▸ **WORK ORDER**: Set down, please, without alteration, the lines of the entries below from the first through the one containing "font-size:15px; color:#0f0f0f; font-weight:700".

Stored data entries
▼

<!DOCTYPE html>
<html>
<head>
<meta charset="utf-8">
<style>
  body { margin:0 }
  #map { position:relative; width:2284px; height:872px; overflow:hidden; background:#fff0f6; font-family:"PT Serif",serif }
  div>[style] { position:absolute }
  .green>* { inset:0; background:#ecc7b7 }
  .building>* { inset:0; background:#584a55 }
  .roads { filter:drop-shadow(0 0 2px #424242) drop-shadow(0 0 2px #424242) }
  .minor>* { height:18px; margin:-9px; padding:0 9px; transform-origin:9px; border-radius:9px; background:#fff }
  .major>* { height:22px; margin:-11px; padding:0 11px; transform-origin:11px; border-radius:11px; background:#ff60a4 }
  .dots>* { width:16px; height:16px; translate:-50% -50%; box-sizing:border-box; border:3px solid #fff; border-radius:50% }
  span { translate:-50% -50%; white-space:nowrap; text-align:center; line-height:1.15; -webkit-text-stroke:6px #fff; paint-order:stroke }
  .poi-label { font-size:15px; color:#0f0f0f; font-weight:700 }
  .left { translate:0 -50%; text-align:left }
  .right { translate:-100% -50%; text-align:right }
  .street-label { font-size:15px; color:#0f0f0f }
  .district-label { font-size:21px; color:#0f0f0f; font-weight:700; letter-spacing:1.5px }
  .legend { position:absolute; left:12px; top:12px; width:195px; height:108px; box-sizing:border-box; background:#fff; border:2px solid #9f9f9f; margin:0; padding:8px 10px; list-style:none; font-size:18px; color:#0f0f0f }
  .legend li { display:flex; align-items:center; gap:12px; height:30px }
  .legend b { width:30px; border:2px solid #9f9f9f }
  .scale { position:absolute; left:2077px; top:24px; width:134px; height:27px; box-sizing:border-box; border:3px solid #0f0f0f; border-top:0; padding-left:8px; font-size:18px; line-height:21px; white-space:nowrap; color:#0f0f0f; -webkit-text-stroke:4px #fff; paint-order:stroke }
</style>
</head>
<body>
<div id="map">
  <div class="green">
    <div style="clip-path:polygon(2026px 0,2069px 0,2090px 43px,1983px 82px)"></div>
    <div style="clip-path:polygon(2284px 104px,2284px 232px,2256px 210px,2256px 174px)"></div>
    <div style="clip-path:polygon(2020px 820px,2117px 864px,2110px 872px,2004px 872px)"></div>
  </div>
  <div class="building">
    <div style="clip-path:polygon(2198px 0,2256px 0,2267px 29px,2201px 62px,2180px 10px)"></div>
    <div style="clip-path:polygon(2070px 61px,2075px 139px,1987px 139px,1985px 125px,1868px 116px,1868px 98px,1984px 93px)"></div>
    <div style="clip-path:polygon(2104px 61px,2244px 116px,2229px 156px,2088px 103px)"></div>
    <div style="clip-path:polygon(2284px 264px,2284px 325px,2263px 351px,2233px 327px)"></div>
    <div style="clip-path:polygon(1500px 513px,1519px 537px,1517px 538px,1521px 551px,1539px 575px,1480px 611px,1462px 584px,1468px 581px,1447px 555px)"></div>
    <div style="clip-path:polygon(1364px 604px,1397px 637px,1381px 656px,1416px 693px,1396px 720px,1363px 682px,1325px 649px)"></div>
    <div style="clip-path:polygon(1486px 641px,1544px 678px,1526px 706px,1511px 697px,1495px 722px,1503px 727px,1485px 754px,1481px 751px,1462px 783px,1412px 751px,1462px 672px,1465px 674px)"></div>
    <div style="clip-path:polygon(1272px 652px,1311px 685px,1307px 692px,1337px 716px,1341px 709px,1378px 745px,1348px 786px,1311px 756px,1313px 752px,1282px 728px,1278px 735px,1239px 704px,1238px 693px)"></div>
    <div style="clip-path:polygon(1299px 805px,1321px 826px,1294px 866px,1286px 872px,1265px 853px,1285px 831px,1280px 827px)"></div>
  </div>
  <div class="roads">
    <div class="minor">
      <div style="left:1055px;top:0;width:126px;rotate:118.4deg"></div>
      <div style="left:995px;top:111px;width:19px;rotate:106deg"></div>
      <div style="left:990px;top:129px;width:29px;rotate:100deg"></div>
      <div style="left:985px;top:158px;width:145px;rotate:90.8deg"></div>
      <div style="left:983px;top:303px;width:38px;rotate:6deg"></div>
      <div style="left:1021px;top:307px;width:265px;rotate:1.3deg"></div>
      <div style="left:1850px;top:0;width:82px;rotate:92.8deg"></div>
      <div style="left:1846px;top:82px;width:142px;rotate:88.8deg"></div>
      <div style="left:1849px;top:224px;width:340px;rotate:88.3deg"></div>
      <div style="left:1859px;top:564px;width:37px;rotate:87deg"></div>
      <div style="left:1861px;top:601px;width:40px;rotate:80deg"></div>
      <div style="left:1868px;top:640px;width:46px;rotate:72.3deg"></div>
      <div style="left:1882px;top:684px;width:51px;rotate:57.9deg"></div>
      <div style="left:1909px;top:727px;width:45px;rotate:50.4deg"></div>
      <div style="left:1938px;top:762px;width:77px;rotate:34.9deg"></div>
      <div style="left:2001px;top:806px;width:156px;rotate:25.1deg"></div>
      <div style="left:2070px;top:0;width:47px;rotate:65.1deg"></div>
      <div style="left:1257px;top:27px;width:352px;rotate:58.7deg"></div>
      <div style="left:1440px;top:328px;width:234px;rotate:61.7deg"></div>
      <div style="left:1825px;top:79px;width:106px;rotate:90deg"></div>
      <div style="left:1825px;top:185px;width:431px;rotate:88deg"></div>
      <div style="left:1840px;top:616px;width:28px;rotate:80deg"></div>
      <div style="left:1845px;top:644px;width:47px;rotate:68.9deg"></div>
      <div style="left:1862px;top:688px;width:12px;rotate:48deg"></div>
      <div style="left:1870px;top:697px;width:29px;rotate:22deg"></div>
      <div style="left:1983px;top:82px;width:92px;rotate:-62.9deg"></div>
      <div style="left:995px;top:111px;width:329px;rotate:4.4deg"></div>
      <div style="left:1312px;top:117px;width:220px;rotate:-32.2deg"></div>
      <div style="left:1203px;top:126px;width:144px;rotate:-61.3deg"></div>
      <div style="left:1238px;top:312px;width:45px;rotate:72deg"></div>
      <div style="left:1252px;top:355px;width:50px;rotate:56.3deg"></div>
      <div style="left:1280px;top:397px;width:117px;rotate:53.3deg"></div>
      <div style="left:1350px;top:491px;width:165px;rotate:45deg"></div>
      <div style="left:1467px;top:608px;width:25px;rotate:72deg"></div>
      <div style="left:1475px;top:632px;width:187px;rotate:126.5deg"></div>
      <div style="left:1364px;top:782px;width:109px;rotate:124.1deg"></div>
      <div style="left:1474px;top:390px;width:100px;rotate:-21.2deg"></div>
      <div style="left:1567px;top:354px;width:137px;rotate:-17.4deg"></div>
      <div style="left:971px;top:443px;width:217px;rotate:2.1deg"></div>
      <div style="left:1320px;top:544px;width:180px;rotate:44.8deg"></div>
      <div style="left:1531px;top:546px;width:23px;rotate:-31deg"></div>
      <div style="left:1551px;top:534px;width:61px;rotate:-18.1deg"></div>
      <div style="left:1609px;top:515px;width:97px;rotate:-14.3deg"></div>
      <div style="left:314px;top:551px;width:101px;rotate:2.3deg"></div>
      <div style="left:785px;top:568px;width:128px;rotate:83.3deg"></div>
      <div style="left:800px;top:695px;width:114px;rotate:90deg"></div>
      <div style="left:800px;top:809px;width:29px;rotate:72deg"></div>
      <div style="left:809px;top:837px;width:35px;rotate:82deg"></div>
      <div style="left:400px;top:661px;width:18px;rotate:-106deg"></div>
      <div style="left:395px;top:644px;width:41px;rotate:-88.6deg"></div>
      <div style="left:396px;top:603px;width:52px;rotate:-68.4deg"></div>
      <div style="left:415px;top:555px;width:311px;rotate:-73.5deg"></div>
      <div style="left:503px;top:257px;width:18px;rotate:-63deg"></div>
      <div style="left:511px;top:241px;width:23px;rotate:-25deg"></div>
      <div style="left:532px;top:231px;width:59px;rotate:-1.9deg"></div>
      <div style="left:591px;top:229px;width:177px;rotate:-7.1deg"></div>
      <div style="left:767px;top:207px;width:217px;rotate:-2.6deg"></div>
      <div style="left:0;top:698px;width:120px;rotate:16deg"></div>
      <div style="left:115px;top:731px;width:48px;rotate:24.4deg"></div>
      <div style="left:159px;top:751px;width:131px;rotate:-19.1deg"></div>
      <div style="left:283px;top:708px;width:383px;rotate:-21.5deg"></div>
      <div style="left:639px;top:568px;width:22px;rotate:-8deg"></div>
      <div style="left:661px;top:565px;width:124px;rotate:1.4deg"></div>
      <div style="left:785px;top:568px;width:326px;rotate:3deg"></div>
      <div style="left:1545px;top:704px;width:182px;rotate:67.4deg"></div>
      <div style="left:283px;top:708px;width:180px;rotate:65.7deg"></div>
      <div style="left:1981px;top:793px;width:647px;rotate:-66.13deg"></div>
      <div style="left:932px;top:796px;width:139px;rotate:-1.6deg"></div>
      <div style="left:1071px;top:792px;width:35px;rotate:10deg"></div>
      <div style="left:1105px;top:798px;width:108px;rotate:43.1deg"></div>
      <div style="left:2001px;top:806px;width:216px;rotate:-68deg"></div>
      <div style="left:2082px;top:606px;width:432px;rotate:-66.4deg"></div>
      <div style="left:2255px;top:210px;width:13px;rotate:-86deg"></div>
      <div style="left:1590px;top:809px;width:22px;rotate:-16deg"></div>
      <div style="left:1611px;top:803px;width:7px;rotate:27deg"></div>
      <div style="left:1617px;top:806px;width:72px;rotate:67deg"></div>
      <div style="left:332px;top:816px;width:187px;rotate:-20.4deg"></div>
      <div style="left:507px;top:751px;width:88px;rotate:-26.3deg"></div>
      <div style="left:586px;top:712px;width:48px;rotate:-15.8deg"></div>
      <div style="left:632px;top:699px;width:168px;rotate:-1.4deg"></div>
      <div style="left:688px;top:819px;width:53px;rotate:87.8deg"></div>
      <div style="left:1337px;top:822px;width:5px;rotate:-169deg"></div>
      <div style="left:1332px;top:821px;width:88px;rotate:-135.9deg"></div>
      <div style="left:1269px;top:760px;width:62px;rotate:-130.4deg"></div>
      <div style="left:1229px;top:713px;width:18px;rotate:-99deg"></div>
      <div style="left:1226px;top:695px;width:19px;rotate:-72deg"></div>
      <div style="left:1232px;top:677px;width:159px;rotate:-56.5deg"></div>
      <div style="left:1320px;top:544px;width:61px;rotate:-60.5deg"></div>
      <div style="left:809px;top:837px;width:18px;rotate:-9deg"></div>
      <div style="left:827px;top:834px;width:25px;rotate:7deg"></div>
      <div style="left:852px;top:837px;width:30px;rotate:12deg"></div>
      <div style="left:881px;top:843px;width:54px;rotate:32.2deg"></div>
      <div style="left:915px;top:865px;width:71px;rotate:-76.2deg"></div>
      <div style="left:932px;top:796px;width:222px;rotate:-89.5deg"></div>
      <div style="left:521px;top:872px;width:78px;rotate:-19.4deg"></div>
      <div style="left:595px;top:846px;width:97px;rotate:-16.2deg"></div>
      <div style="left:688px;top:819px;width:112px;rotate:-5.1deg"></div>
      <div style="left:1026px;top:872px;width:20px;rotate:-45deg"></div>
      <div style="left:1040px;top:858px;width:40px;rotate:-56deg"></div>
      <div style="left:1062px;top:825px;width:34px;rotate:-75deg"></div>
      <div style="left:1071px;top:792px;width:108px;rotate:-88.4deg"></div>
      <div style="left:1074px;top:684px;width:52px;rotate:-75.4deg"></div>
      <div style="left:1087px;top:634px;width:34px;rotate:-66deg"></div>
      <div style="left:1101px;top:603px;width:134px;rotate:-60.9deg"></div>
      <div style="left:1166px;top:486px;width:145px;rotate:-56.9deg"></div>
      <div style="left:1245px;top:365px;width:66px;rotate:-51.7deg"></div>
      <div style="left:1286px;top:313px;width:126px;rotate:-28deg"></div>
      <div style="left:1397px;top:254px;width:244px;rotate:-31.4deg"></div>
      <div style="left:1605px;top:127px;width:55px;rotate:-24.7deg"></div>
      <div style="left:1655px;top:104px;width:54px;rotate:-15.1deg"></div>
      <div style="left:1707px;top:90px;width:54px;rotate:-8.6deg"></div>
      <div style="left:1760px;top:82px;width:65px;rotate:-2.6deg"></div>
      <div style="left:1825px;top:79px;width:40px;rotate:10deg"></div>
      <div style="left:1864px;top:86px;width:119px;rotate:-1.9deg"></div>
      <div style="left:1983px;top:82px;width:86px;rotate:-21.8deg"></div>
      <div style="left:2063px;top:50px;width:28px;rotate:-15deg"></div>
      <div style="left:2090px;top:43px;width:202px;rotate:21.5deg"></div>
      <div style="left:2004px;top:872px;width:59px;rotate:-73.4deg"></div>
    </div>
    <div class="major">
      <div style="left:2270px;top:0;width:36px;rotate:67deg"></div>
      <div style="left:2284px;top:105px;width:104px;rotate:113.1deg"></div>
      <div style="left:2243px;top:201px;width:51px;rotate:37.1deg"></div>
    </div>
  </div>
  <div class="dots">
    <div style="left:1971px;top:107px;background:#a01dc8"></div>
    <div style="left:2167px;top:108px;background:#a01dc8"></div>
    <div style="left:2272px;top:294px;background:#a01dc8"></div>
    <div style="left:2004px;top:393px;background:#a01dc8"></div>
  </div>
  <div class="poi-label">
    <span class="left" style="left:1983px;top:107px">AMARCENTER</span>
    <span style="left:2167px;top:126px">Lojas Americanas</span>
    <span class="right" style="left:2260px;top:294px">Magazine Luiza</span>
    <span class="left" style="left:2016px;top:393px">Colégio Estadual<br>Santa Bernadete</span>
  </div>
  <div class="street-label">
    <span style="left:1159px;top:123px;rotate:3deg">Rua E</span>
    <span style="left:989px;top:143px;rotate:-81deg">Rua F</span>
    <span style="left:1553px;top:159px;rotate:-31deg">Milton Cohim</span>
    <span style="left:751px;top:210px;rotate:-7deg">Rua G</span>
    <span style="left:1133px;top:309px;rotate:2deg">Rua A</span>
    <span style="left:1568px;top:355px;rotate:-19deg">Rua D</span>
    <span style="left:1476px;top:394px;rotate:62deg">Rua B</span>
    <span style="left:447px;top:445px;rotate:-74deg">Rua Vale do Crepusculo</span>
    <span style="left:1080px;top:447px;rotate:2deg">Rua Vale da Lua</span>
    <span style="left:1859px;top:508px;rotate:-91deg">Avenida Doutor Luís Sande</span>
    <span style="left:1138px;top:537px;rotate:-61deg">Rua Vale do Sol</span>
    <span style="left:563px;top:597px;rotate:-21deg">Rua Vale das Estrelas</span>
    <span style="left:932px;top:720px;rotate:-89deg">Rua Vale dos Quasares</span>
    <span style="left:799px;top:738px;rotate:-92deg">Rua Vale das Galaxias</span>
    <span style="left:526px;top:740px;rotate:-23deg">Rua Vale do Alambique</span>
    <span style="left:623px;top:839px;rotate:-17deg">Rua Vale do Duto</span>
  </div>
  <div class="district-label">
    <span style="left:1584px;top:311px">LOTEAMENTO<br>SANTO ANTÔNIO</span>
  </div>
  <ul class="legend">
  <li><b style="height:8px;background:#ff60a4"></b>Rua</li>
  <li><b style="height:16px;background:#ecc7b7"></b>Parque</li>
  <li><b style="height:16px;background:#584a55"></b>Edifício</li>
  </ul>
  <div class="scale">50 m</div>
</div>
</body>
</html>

▲

▸ **WRITTEN ANSWER**:
<!DOCTYPE html>
<html>
<head>
<meta charset="utf-8">
<style>
  body { margin:0 }
  #map { position:relative; width:2284px; height:872px; overflow:hidden; background:#fff0f6; font-family:"PT Serif",serif }
  div>[style] { position:absolute }
  .green>* { inset:0; background:#ecc7b7 }
  .building>* { inset:0; background:#584a55 }
  .roads { filter:drop-shadow(0 0 2px #424242) drop-shadow(0 0 2px #424242) }
  .minor>* { height:18px; margin:-9px; padding:0 9px; transform-origin:9px; border-radius:9px; background:#fff }
  .major>* { height:22px; margin:-11px; padding:0 11px; transform-origin:11px; border-radius:11px; background:#ff60a4 }
  .dots>* { width:16px; height:16px; translate:-50% -50%; box-sizing:border-box; border:3px solid #fff; border-radius:50% }
  span { translate:-50% -50%; white-space:nowrap; text-align:center; line-height:1.15; -webkit-text-stroke:6px #fff; paint-order:stroke }
  .poi-label { font-size:15px; color:#0f0f0f; font-weight:700 }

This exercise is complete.